ABOUT THIS EXERCISE ▸ Take the entries below and print, exactly, the stretch from the line containing "M111 725 134" through the line containing "stroke(street, '#d0d2d3', 21);", both included.

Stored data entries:
>>>
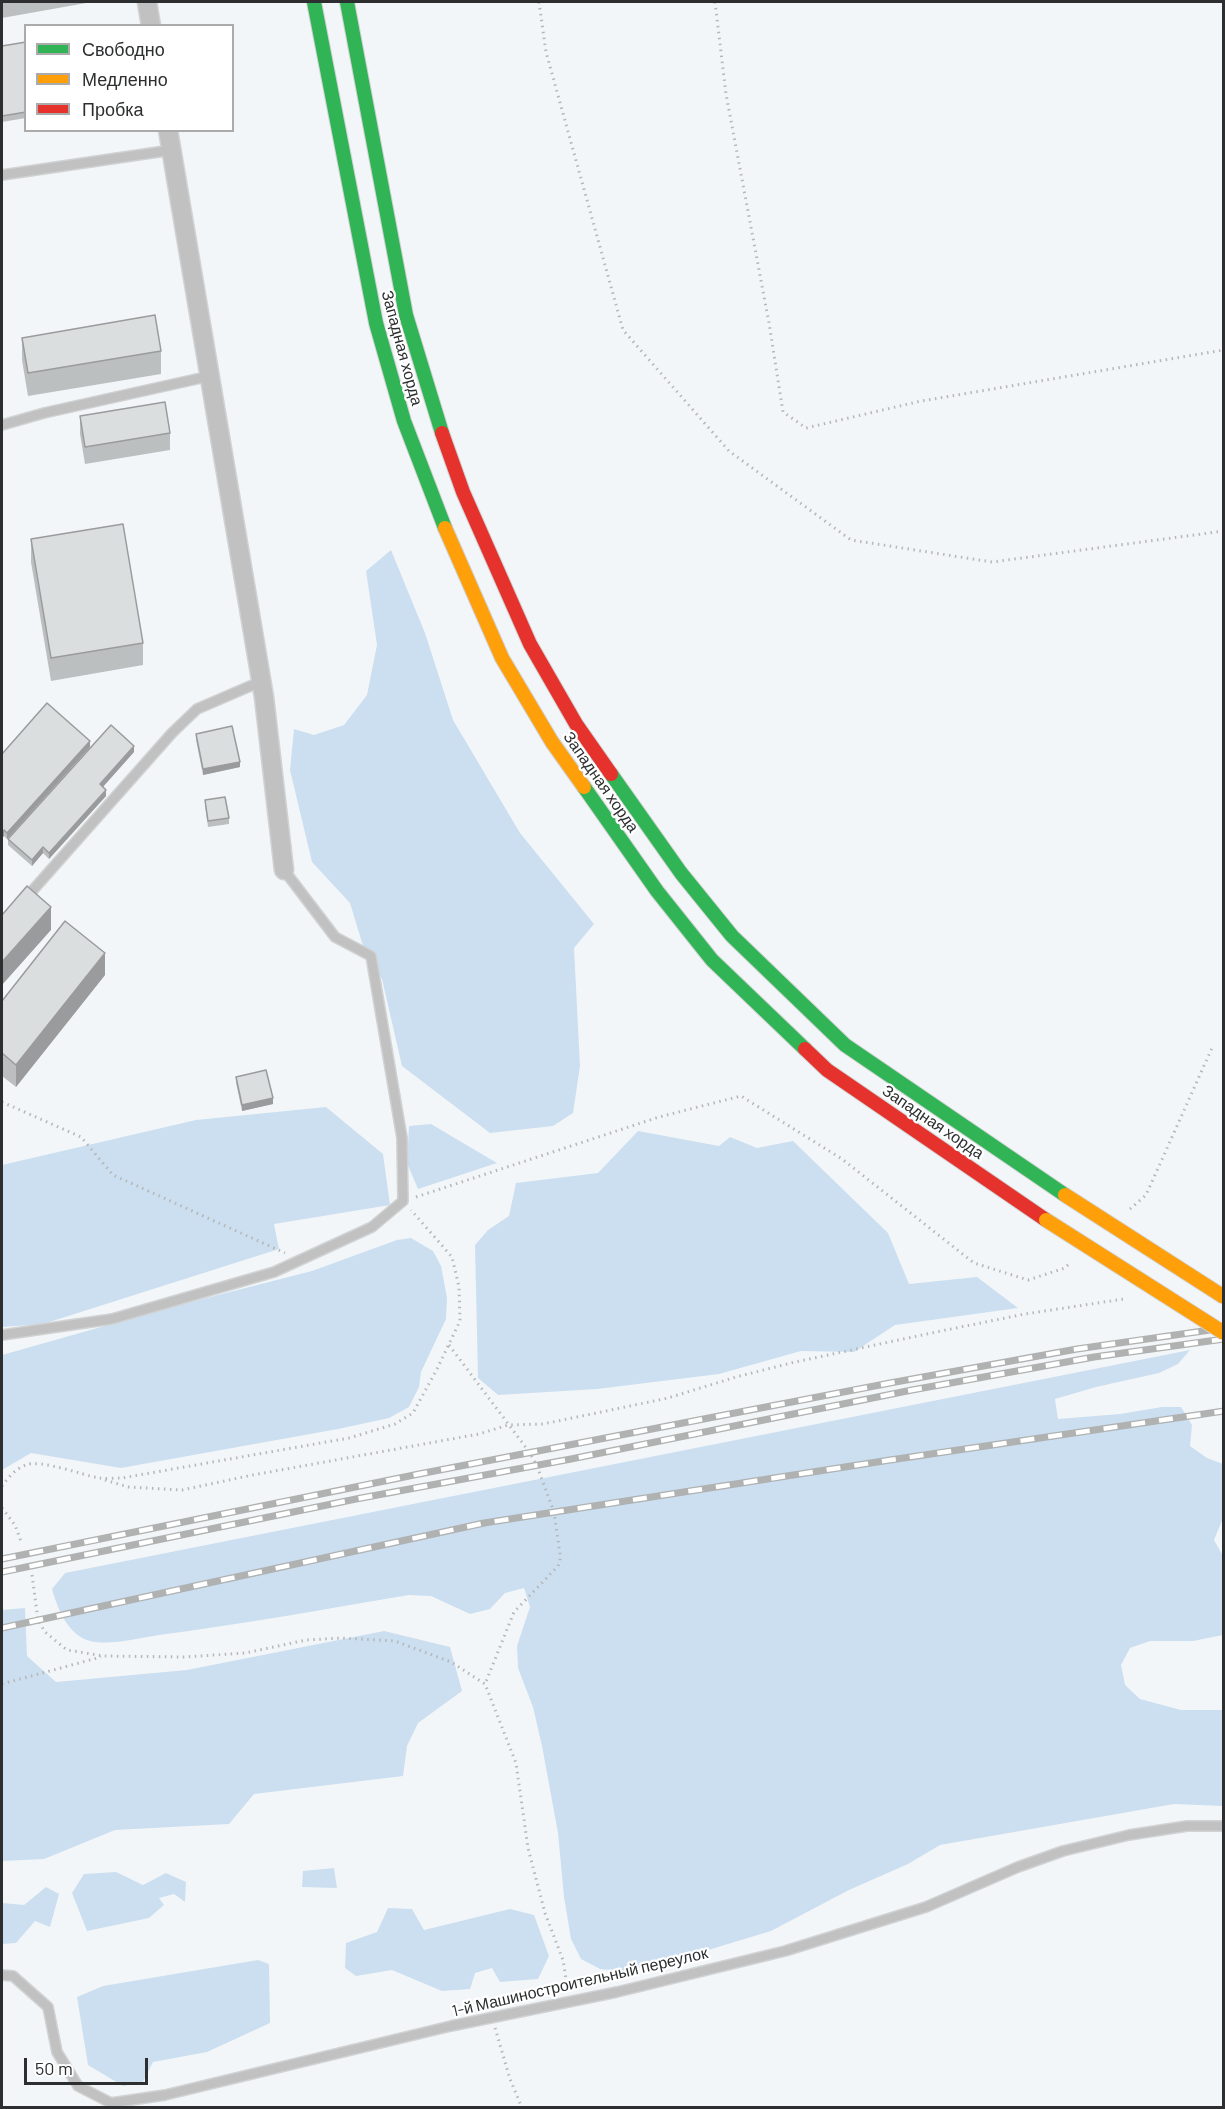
<!DOCTYPE html>
<html>
<head>
<meta charset="utf-8">
<style>
	body { margin:0 }
	#map { position:relative; width:1225px; height:2109px; overflow:hidden; background:#f3f6f8; font-family:Barlow,sans-serif }
	canvas { display:block }
	.frame { position:absolute; inset:0; border:3px solid #2c2e2f; pointer-events:none }
	.legend { position:absolute; left:24px; top:24px; width:210px; height:108px; box-sizing:border-box; background:#fff; border:2px solid #ababac; margin:0; padding:8px 10px; list-style:none; font-size:18px; color:#2c2e2f }
	.legend li { display:flex; align-items:center; gap:12px; height:30px }
	.legend b { width:30px; border:2px solid #ababac }
	.scale { position:absolute; left:24px; top:2058px; width:124px; height:27px; box-sizing:border-box; border:3px solid #2c2e2f; border-top:0; padding-left:8px; font-size:18px; line-height:21px; white-space:nowrap; color:#2c2e2f; -webkit-text-stroke:4px #fff; paint-order:stroke }
</style>
</head>
<body>
<div id="map">
<canvas width="1225" height="2109"></canvas>
<div class="frame"></div>
<ul class="legend">
<li><b style="height:8px;background:#30b455"></b>Свободно</li>
<li><b style="height:8px;background:#ff9f0a"></b>Медленно</li>
<li><b style="height:8px;background:#e5322d"></b>Пробка</li>
</ul>
<div class="scale">50 m</div>
</div>
<script>
const context = document.querySelector('canvas').getContext('2d');
context.lineJoin = 'round';
function fill(path, color) { context.fillStyle = color; context.fill(path, 'evenodd'); }
function stroke(path, color, width, dash) { context.strokeStyle = color; context.lineWidth = width; context.lineCap = dash ? 'butt' : 'round'; context.setLineDash(dash || []); context.stroke(path); }
function drawText(font, color, halo, rows, align = 'center') {
  context.font = font + ' Barlow,sans-serif'; context.lineWidth = 4.5; context.setLineDash([]); context.textBaseline = 'middle'; context.strokeStyle = halo; context.fillStyle = color; for (const [text, x, y, turn = 0] of rows) {
    context.save(); context.translate(x, y); context.rotate((+turn || 0) * Math.PI / 180); context.textAlign = isNaN(turn) ? turn : align; if (halo) context.strokeText(text, 0, 0); context.fillText(text, 0, 0); context.restore();
  }
}
const green = new Path2D(`
	M391 550 425 633 453 720 520 833 594 924 574 948 580 1066 573 1113 553 1126 490 1133 402 1066 382 979 363 946 350 903 312 862 290 770 294 729 314 735 344 725 367 695 377 645 366 571Z
	M326 1107 383 1154 390 1205 274 1224 279 1249 43 1324 2 1327V1165L196 1120Z
	M431 1124 497 1163 418 1189 407 1163 409 1126Z
	M638 1131 719 1146 730 1137 757 1148 793 1141 888 1233 909 1284 977 1277 1018 1308 895 1325 854 1352 801 1351 719 1374 597 1389 498 1395 478 1378 475 1245 488 1230 509 1216 516 1183 598 1173Z
	M411 1238 433 1251 441 1266 447 1298 446 1319 421 1372 419 1387 409 1407 389 1418 338 1429 121 1468 31 1453 2 1470V1355L179 1305 312 1271 397 1240Z
	M1190 1350 1178 1364 1159 1373 1096 1387 1055 1399 1058 1419 1120 1414 1162 1407H1181L1192 1425 1190 1446 1207 1458 1223 1464V1518L1214 1540 1223 1556V1635L1193 1641H1150L1130 1648 1121 1665 1125 1685 1140 1699 1181 1710H1223V1806L1174 1804 940 1845 908 1864 849 1890 771 1931 665 1963 622 1971 600 1969 581 1959 571 1939 564 1897 558 1833 542 1746 533 1707 518 1668 517 1646 530 1607 524 1588 505 1593 490 1609 470 1614 431 1596 409 1595C326 1609 243 1624 159 1635 140 1638 105 1647 87 1640 67 1633 57 1607 52 1589L65 1573Z
	M25 1608 27 1656 56 1682 187 1670 384 1631 450 1647 462 1691 418 1723 407 1746 403 1776 254 1794 229 1824 115 1830 44 1859 2 1861V1610Z
	M334 1868 337 1888 302 1887 303 1871Z
	M116 1872 143 1885 166 1873 186 1882 185 1902 174 1894 159 1898 164 1905 149 1918 87 1931 72 1893 84 1874Z
	M46 1887 59 1894 50 1927 35 1921 16 1943 2 1944V1903L24 1905Z
	M388 1908 412 1909 424 1930 510 1909 534 1915 549 1956 538 1979 500 1982 492 1968 475 1973 470 1989 442 1991 392 1970 356 1976 345 1968 346 1943 377 1932Z
	M258 1960 269 1964 270 2023 207 2052 153 2062 143 2082 123 2086 88 2065 77 1997 103 1986Z`);
const path = new Path2D(`
	M539 2 546 52 623 330 729 451 851 540 992 562 1224 531
	M715 2 726 94 769 323 783 412 806 428 921 401 1224 350
	M2 1102 81 1137 113 1175 285 1253
	M416 1197 659 1117 741 1096 842 1159 974 1263 1028 1280 1065 1268 1071 1262
	M1130 1209 1146 1195 1212 1048
	M449 1345 530 1453 537 1466 554 1512 560 1554V1561L558 1566 514 1612 485 1684
	M105 1480 128 1487 182 1490 253 1475 479 1434 508 1425 543 1424 611 1410 668 1398 736 1377 795 1362 946 1330 1025 1314 1124 1299
	M2 1486C8 1478 16 1468 26 1465 41 1459 82 1475 99 1478 106 1479 115 1478 122 1478L349 1438 395 1424 413 1413 437 1369 460 1321 459 1287 452 1257 411 1210
	M2 1508 15 1525 22 1544
	M32 1575 38 1620 45 1632 67 1650 104 1656 184 1657 245 1653 306 1640 341 1638 395 1641 451 1662 485 1684 516 1763 528 1848 545 1913 563 1960 568 1991
	M2 1684 101 1657
	M495 2028 510 2079 522 2108`);
const lane = new Path2D(`
	M2 175 172 150
	M2 425 44 413 210 376
	M25 899 172 733 197 709 262 681
	M2 1335 112 1319 274 1272 372 1227 403 1201 402 1138 371 956 335 937 284 870
	M2 1975 13 1976 48 2007 57 2052 78 2086 111 2103 165 2095 451 2026 617 1992 785 1951 926 1907 1018 1867 1063 1851 1129 1835 1187 1826H1224`);
const street = new Path2D(`
	M147 2 151 26
	M168 130 264 697 284 870`);
const fast = new Path2D(`
	M314 2 376 323 404 421 445 528
	M347 2 406 315 442 433
	M611 774 681 873 732 936 845 1045 1065 1195
	M584 787 657 891 712 960 805 1049`);
const slow = new Path2D(`
	M445 528 502 658 552 742 584 787`);
const jam = new Path2D(`
	M442 433 463 492 530 644 576 724 611 774
	M805 1049 827 1070 1046 1220`);
const rail = new Path2D(`
	M2 1559 419 1474 890 1383 1077 1349 1224 1328
	M2 1572 356 1499 571 1459 912 1390 1094 1357 1224 1339
	M2 1628 484 1523 890 1460 1224 1411`);
const slowBridge = new Path2D(`
	M1065 1195 1224 1297
	M1046 1220 1224 1333`);
const wall = new Path2D(`
	M2 2H92L2 18Z
	M26 42V118L2 122V46Z
	M22 338 161 351V374L28 396 22 360Z
	M80 416 170 433V450L85 464 80 434Z
	M31 539 143 643V665L51 681 31 562Z
	M196 734 240 767 203 775 196 740Z
	M90 747 7 839 4 836 2 838V754Z
	M134 752 103 787 106 796 49 859 43 853 32 866 8 845V839Z
	M205 800 229 818V824L208 827 205 806Z
	M105 975 16 1087 2 1076V1001Z
	M236 1077 273 1104 242 1111 236 1083Z`);
const shadedWall = new Path2D(`
	M90 741V747L7 839V833Z
	M134 746V752L100 790V784Z
	M240 762V767L203 775V769Z
	M106 790V796L49 859V853Z
	M4 830V836L2 838V833Z
	M43 847V853L32 866V860Z
	M51 907V930L2 985V962Z
	M105 953V975L16 1087V1065Z
	M273 1098V1104L242 1111V1105Z`);
const building = new Path2D(`
	M26 42V112L2 116V46Z
	M155 315 161 351 28 373 22 338Z
	M165 402 170 433 85 447 80 416Z
	M123 524 143 643 51 658 31 539Z
	M47 703 90 741 7 833 4 830 2 833V754Z
	M111 725 134 746 100 784 106 790 49 853 43 847 32 860 8 839Z
	M232 726 240 762 203 769 196 734Z
	M225 797 229 818 208 821 205 800Z
	M27 886 51 907 2 962V915Z
	M65 921 105 953 16 1065 2 1053V1001Z
	M266 1070 273 1098 242 1105 236 1077Z`);
const streetNames = [
	["Западная хорда",402,348,75],
	["Западная хорда",601,782,55],
	["Западная хорда",933,1122,34],
	["1-й Машиностроительный переулок",580,1982,-13]
];
fill(green, '#cbdff0');
stroke(lane, '#d0d2d3', 12);
stroke(street, '#d0d2d3', 21);
stroke(fast, '#d0d2d3', 16);
stroke(slow, '#d0d2d3', 16);
stroke(jam, '#d0d2d3', 16);
stroke(path, '#b6b7b7', 3, [1.5, 4.5]);
stroke(lane, '#c1c1c1', 9);
stroke(street, '#c1c1c1', 18);
stroke(fast, '#30b455', 14);
stroke(slow, '#ff9f0a', 14);
stroke(jam, '#e5322d', 14);
stroke(rail, '#b0b1b1', 7);
stroke(rail, '#fff', 4.5, [14]);
stroke(slowBridge, '#d0d2d3', 16, []);
stroke(slowBridge, '#ff9f0a', 14);
fill(wall, '#bcbfc0');
fill(shadedWall, '#999b9c');
fill(building, '#dbdedf');
stroke(building, '#999b9c', 1.5);
drawText('16px', '#2c2e2f', '#fff', streetNames);
</script>
</body>
</html>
<<<
EXERCISE SOLUTION ▸
	M111 725 134 746 100 784 106 790 49 853 43 847 32 860 8 839Z
	M232 726 240 762 203 769 196 734Z
	M225 797 229 818 208 821 205 800Z
	M27 886 51 907 2 962V915Z
	M65 921 105 953 16 1065 2 1053V1001Z
	M266 1070 273 1098 242 1105 236 1077Z`);
const streetNames = [
	["Западная хорда",402,348,75],
	["Западная хорда",601,782,55],
	["Западная хорда",933,1122,34],
	["1-й Машиностроительный переулок",580,1982,-13]
];
fill(green, '#cbdff0');
stroke(lane, '#d0d2d3', 12);
stroke(street, '#d0d2d3', 21);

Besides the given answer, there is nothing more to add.